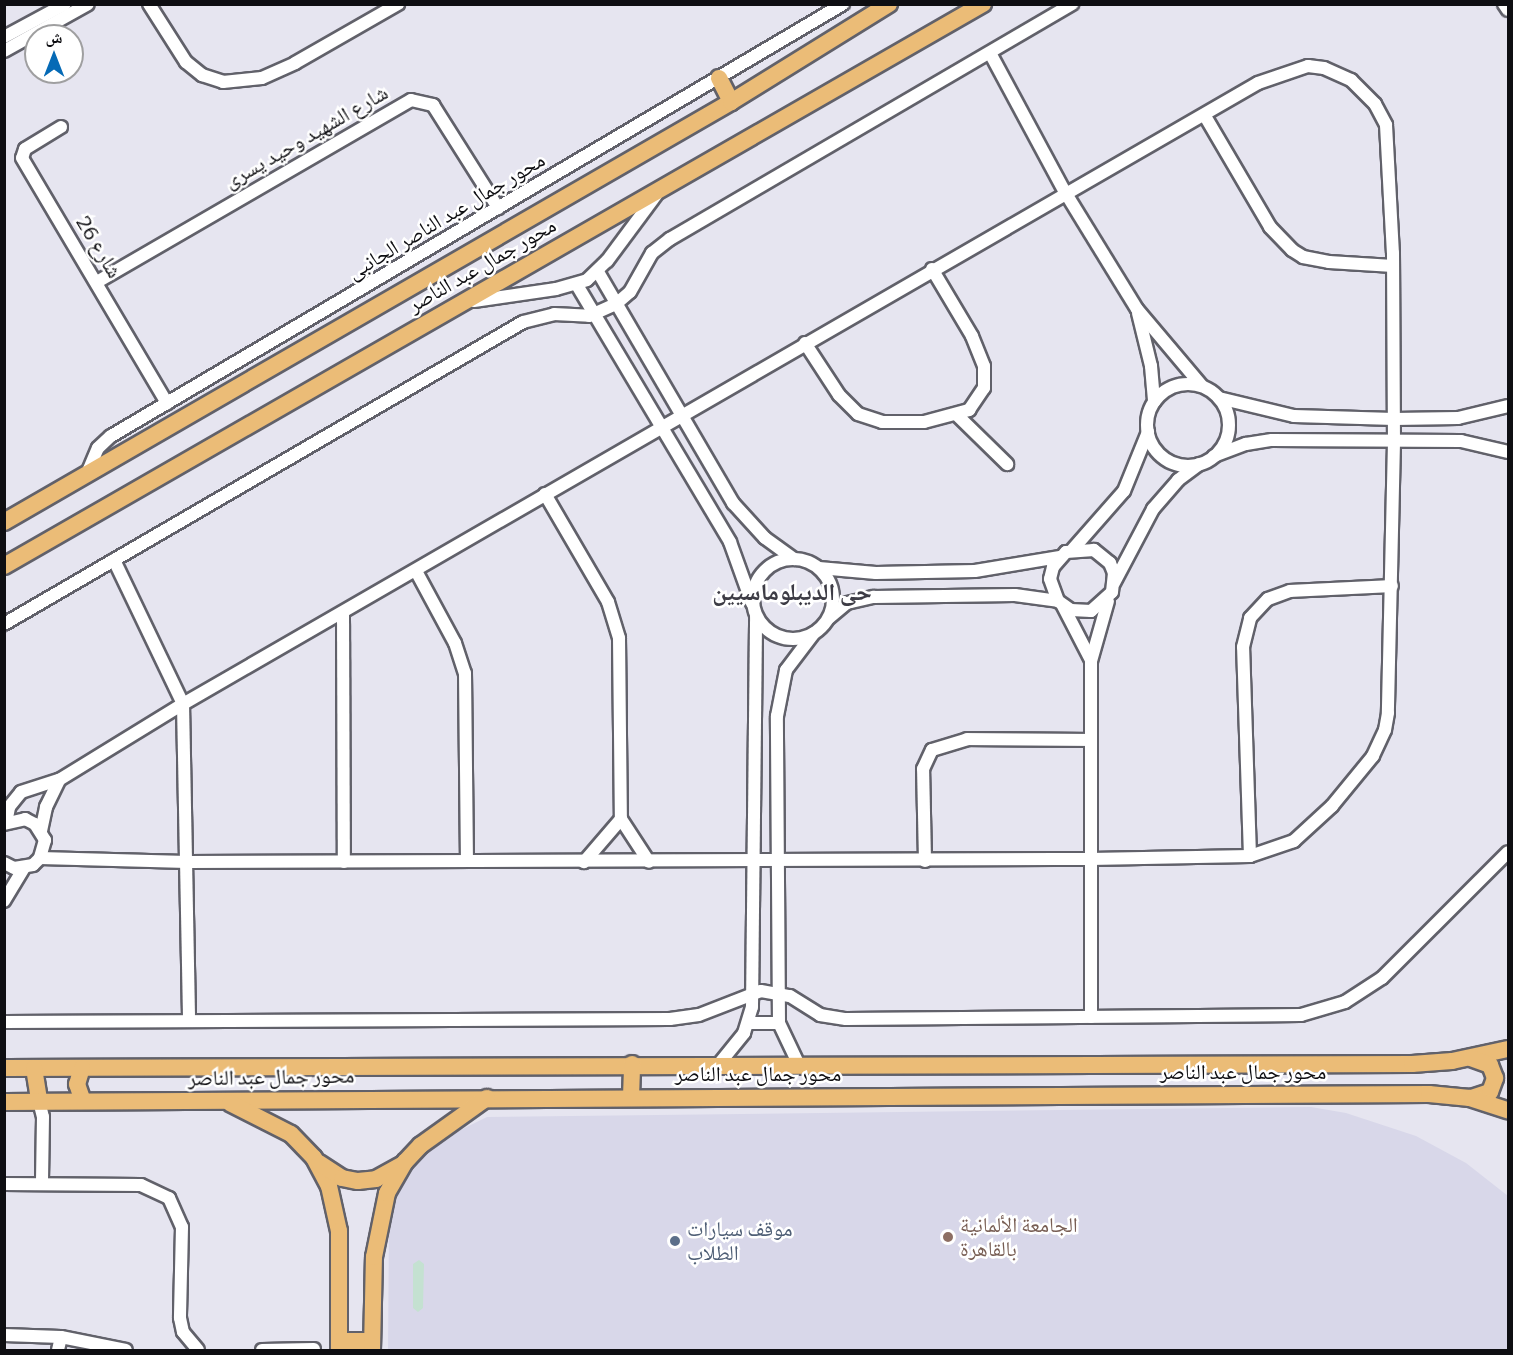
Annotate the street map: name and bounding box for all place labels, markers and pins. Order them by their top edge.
────────
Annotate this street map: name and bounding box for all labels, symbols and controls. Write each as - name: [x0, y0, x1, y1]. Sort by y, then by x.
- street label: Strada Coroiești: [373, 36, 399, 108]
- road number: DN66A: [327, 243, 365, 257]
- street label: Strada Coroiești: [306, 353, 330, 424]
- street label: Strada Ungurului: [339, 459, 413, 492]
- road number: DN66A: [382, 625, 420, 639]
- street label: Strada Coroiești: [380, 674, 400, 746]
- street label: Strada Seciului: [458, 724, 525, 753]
────────
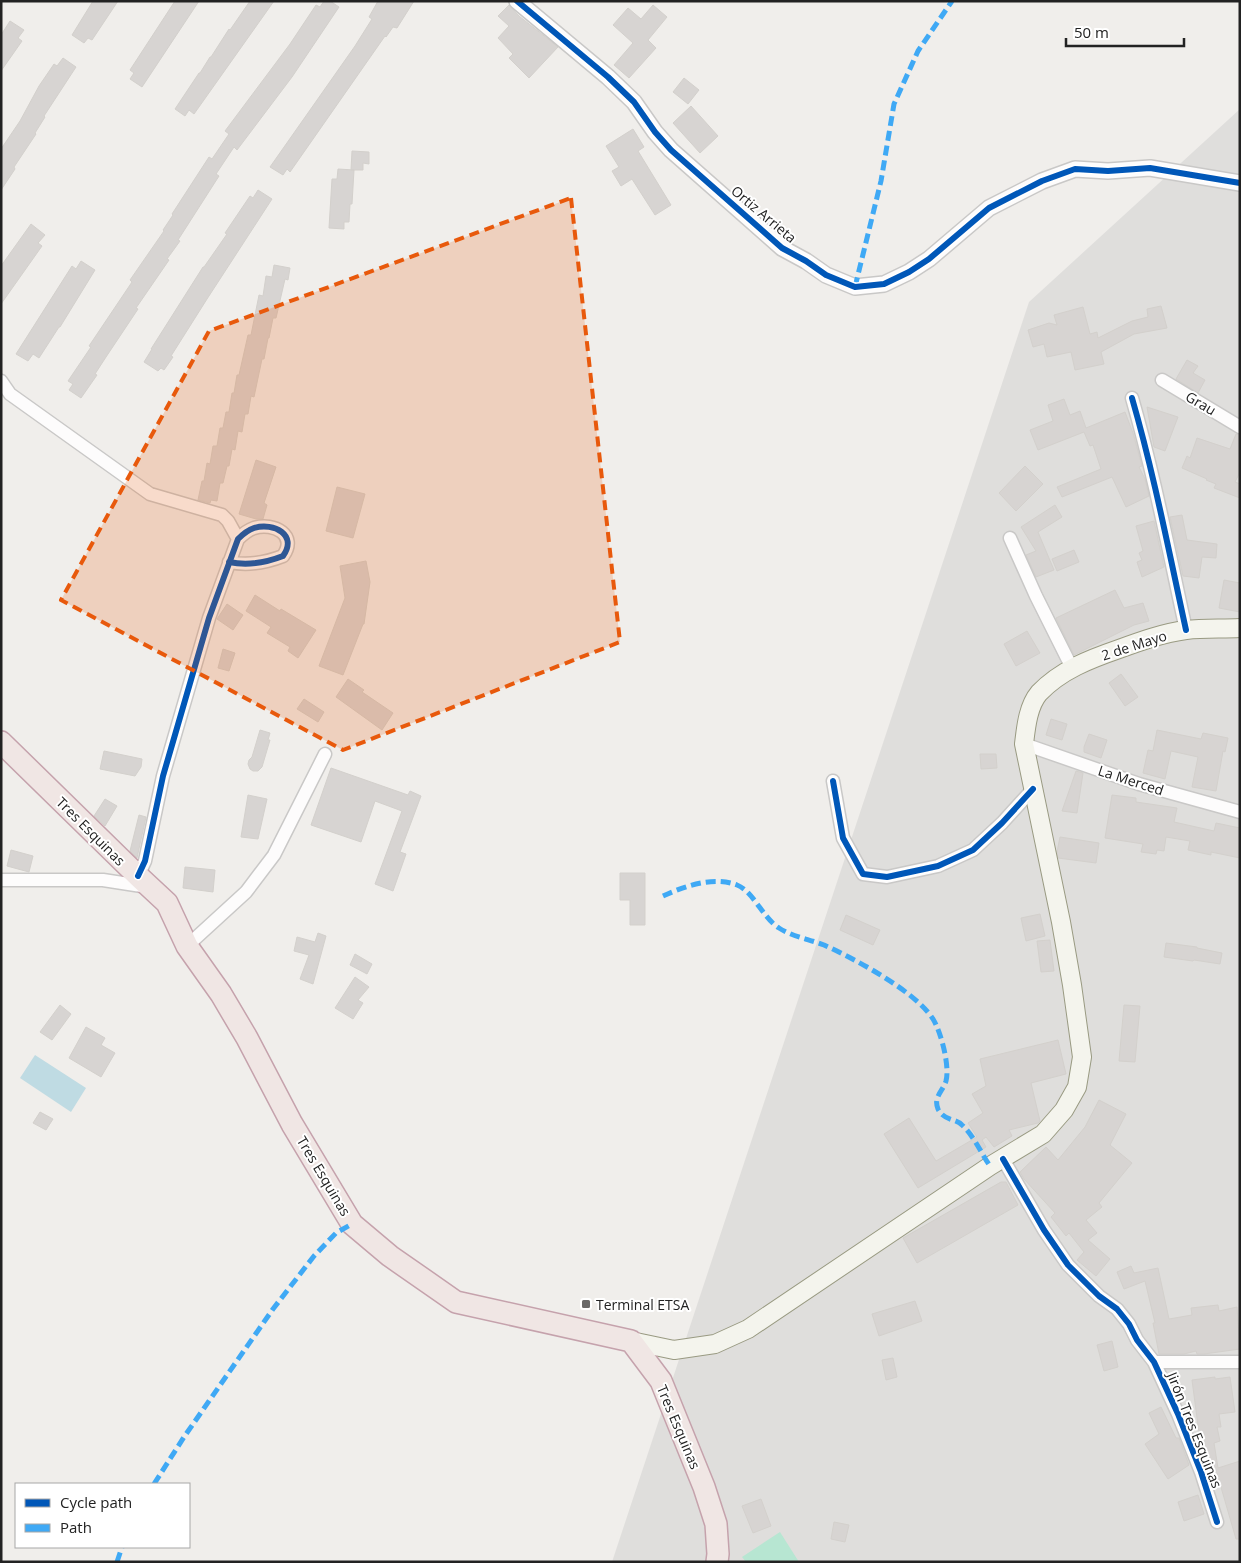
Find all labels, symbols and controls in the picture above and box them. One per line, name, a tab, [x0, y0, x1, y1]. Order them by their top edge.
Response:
────────
### WHAT IS BEING ASKED
Return every line of the listing that has the word "edge" in it.

### EXERCISE RESULT
Annotate the street map: name and bounding box for all place labels, markers and pins. Order them by their top edge.
Find all labels, symbols and controls in the picture above and box them. One per line, name, a tab, [x0, y0, x1, y1]. Order them by their top edge.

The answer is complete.